Canada Strikes Back: New Tariffs Shake Up U.S. Auto Imports
Mark Carney, the new Canadian Prime Minister, announced a 25% tariff on certain U.S. auto imports, targeting non-compliant vehicles under the USMCA trade agreement. This move is a part of a broader strategy to counter U.S. tariffs on Canadian goods, affecting a wide range of products.

In a bold move on Thursday, Canada's Prime Minister Mark Carney unveiled a strategic countermeasure to the United States' auto tariffs, imposing a decisive 25% import tariff on vehicles that fail to meet USMCA trade deal standards. This initiative marks Carney's first major trade policy since succeeding Justin Trudeau last month.
The U.S., under President Donald Trump, had previously instated steep tariffs beginning March 6, with Canada responding robustly. The targeted Canadian tariffs, estimated to raise around C$8 billion, will essentially benefit auto workers and others impacted by these trade tensions.

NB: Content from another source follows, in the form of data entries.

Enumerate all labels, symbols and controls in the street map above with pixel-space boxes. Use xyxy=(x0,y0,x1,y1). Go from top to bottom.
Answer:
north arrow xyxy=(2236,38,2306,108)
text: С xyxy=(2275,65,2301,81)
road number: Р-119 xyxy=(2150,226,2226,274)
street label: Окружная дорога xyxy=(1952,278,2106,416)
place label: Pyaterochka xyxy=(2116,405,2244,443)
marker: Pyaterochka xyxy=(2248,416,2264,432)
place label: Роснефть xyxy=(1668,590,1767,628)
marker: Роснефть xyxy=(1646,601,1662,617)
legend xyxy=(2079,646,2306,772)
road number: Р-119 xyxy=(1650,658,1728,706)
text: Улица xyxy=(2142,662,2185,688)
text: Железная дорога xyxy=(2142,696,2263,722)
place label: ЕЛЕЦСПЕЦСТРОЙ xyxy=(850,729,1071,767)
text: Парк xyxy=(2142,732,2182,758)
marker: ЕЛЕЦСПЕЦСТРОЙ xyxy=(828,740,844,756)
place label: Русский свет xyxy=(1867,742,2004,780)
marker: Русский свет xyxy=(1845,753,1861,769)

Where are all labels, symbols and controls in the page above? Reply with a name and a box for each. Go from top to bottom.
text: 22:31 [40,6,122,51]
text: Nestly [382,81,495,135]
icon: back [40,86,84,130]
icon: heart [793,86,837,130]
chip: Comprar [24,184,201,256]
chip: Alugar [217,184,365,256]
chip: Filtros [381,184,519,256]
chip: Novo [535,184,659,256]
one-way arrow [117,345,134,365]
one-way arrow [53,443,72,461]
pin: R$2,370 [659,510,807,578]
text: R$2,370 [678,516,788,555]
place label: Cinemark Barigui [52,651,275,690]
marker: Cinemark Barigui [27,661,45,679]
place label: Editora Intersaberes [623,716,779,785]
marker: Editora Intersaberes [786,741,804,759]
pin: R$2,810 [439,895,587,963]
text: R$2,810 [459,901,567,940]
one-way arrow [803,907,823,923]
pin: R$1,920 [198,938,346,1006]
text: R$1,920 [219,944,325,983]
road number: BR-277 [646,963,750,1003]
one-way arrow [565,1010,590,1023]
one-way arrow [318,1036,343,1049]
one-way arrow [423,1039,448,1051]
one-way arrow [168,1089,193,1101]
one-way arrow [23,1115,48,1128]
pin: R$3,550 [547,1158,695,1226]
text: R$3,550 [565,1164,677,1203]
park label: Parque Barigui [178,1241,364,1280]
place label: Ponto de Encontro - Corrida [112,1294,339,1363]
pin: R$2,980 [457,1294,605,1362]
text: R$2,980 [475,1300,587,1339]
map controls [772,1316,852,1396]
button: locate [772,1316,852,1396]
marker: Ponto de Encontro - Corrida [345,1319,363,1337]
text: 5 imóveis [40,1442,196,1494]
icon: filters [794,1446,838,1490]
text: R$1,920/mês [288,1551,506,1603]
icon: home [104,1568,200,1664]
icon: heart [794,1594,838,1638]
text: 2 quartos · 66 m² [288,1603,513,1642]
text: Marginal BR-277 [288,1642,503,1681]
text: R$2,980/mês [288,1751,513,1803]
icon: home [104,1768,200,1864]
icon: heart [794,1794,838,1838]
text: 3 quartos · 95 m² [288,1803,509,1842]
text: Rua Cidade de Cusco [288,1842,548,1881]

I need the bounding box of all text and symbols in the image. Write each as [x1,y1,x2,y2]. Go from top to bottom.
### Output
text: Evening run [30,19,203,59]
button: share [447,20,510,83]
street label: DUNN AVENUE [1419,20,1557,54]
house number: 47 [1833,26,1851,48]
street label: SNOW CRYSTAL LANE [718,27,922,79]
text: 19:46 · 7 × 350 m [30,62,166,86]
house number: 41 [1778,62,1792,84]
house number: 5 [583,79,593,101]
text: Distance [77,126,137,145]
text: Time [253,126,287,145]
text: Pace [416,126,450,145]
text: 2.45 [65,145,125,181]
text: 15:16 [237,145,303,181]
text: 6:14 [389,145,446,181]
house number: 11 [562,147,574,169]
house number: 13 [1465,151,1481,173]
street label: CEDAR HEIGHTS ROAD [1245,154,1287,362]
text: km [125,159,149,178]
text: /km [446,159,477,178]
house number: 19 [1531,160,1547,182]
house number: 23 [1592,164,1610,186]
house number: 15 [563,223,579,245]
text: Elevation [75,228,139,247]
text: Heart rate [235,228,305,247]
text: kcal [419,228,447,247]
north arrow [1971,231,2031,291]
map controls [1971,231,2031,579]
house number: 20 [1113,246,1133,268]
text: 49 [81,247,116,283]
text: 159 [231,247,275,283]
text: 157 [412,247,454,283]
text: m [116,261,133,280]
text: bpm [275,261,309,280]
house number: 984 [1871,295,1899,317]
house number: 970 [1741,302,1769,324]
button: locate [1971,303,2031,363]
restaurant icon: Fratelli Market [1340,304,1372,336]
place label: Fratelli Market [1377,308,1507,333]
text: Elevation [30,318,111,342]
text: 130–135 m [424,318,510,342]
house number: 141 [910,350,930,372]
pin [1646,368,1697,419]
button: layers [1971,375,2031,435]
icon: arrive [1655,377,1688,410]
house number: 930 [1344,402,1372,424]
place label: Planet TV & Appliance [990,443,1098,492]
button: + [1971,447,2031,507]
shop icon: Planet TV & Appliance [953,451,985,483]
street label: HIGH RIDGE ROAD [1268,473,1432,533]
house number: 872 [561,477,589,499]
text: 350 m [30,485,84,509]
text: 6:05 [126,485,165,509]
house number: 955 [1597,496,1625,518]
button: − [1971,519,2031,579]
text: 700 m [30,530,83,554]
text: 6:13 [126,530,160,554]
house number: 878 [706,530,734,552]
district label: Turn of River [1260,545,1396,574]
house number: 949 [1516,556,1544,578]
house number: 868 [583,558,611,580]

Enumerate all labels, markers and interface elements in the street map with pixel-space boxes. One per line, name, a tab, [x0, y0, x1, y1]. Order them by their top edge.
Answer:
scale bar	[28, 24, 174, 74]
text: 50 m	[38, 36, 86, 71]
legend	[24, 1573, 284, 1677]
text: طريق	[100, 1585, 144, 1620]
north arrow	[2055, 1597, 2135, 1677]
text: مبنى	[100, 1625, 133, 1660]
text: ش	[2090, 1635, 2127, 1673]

In addition to auto tariffs, Canada has launched extensive retaliatory measures against the U.S., covering a wide spectrum of consumer goods and effectively impacting sectors including technology and energy. This ongoing trade conflict has led to significant policy shifts, including Canada's decision to freeze agreements with prominent U.S.-based companies like Tesla, highlighting the gravity of the economic and diplomatic stakes involved.